Thank you for such a detailed breakdown of the benefits (or not) of different ways of publicising books with the best chance of selling. I agree that digital is the way to go, but sad that it is becoming less likely someone will browse a bookshelf and discover an author, long after their publicity tours. Also, kids are reading less than ever before - which leads to the problem of who will buy our books in the future?
Interestingly, I notice the lack of youtube. The authors I know of that sell well because of youtube have been building an audience for maybe five to ten years? Brandon Sanderson’s classes actually made more people aware of him and his books. Alexa Donne is another famous traditionally published one. It’s definitely a long game.
I have a question which I think I know the answer to but I’d love your take. I’ve often seen it written that “the cream will rise to the top” - that idea that quality writing will eventually beat mass marketing.

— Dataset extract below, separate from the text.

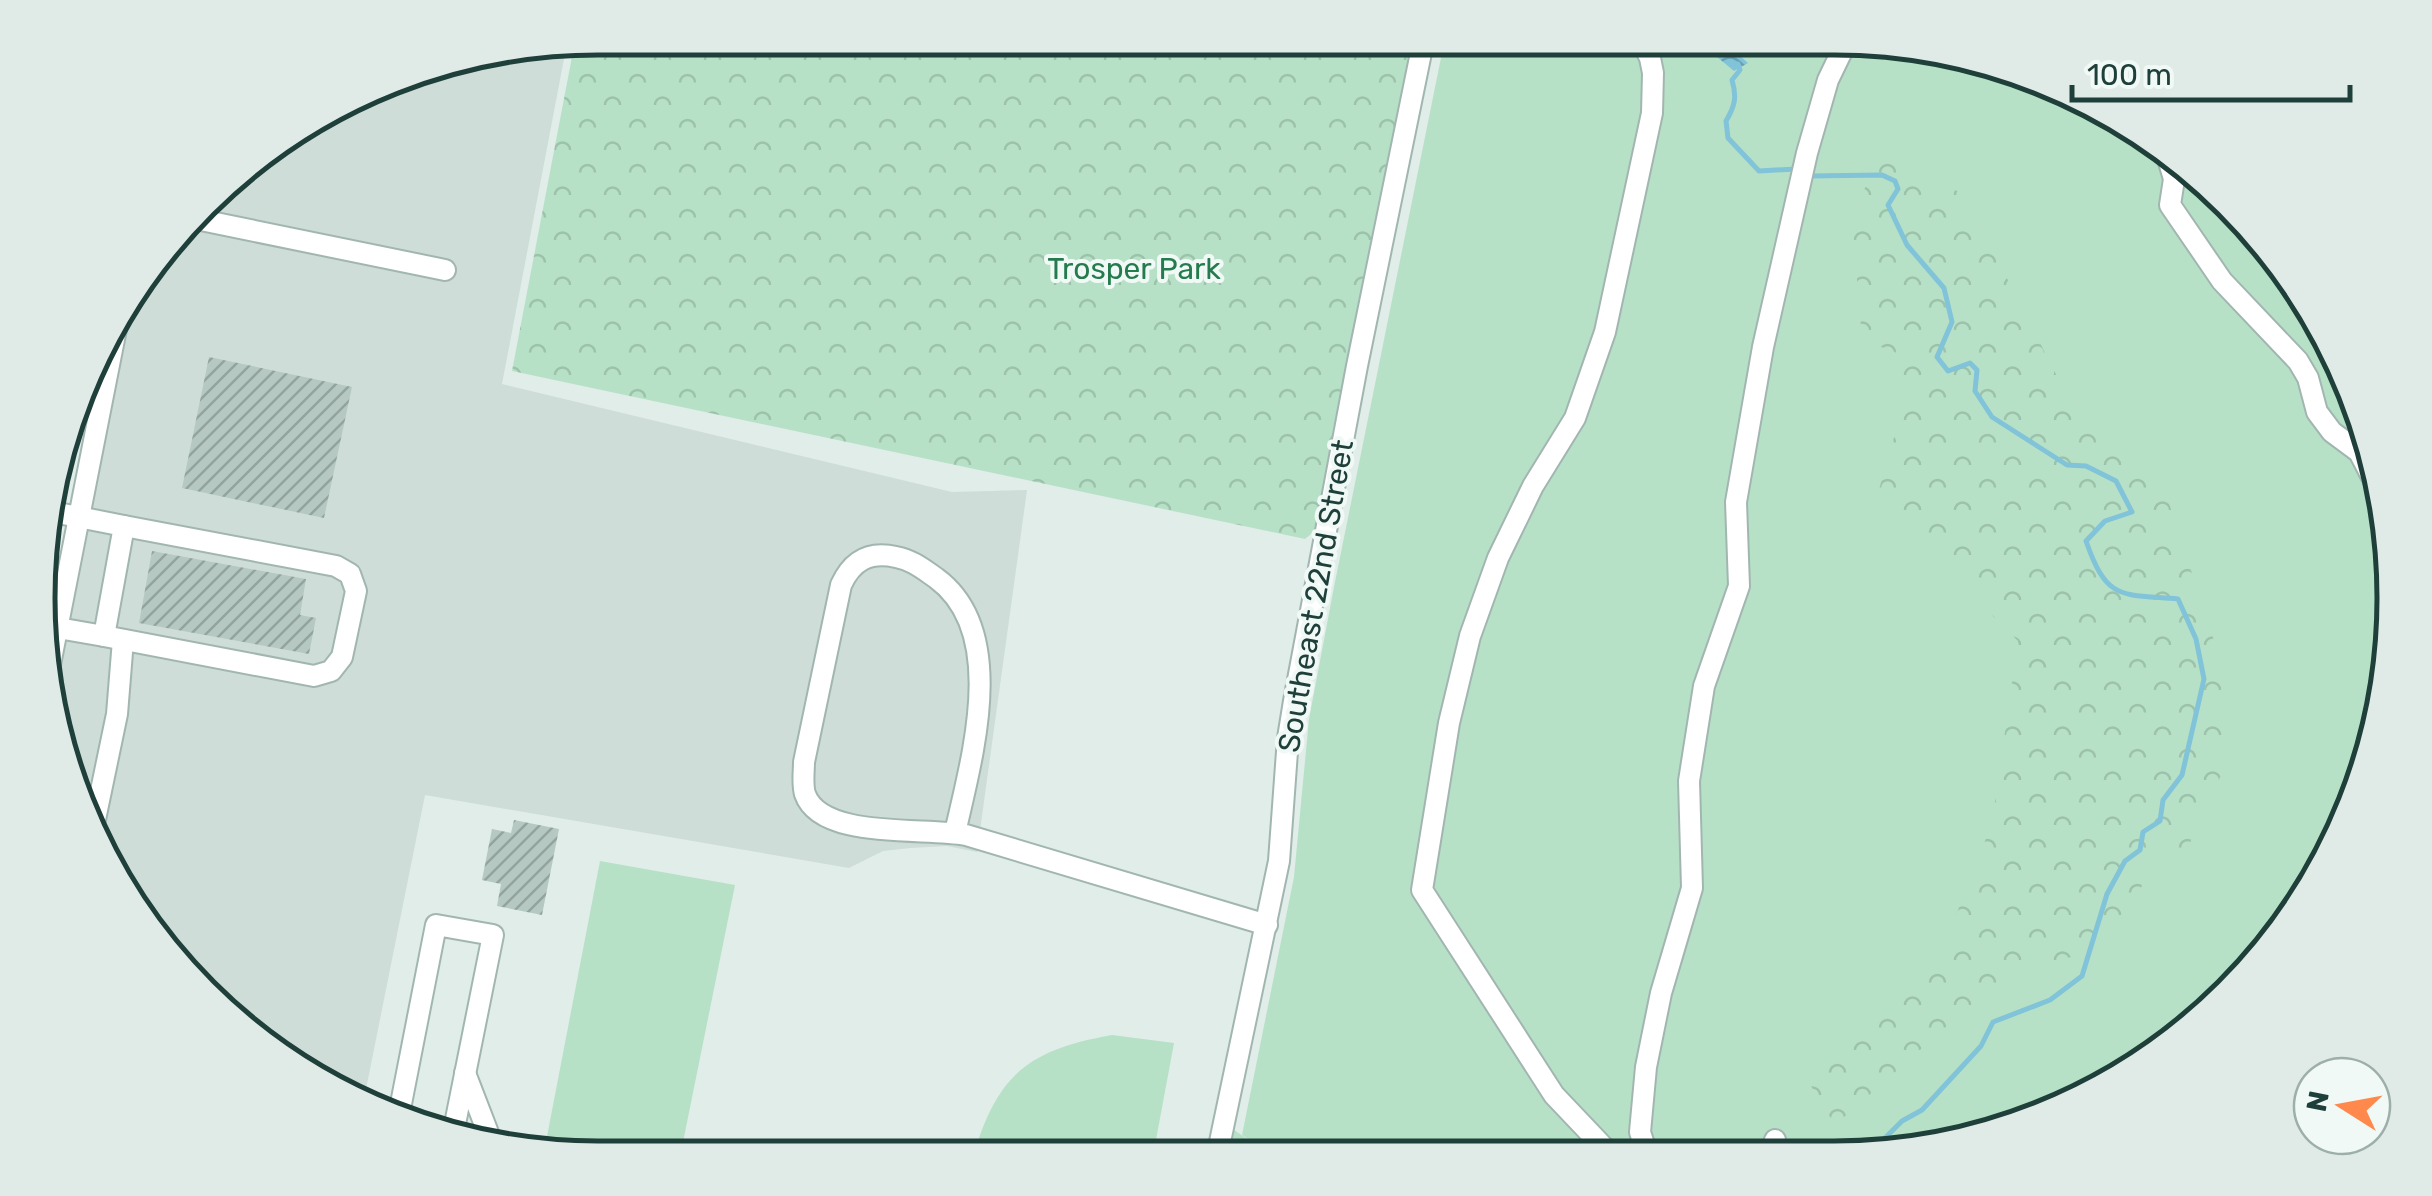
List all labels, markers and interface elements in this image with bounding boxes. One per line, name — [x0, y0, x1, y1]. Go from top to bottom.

Maybe. No one really knows what’ll make a book take off. Years ago, I worked on a fiction book called The Thirteenth Tale by Diane Setterfield. There was marketing in place, but indie bookstores took a liking to the book and it debuted at #1 on the bestseller list. It was the author’s fiction debut. We were stunned. It was only after it appeared on the bestseller list that reviews started to appear--but hardly any of them were positive. Sometimes what readers love isn’t what reviewers love, and sometimes it doesn’t matter. I explained to someone today that since publishing doesn’t do focus groups, every book is an marketing experiment. I think that’s pretty true. What frustrates me are the great books I’ve read that don’t receive attention. I’m really trying to solve that problem.
While I appreciate your expertise - we have found so many of these that you say don't sell books to sell books all the time. It's a bit dangerous to generalize based on the books you have handled.n - while you have handled a lot of books of course so have others who don't agree with your experiences. Just one thing alone - blog tours - the right ones still can sell books like crazy. I don't want to argue your points - you are entitled to the but so many of us in this space have different experiences than yours.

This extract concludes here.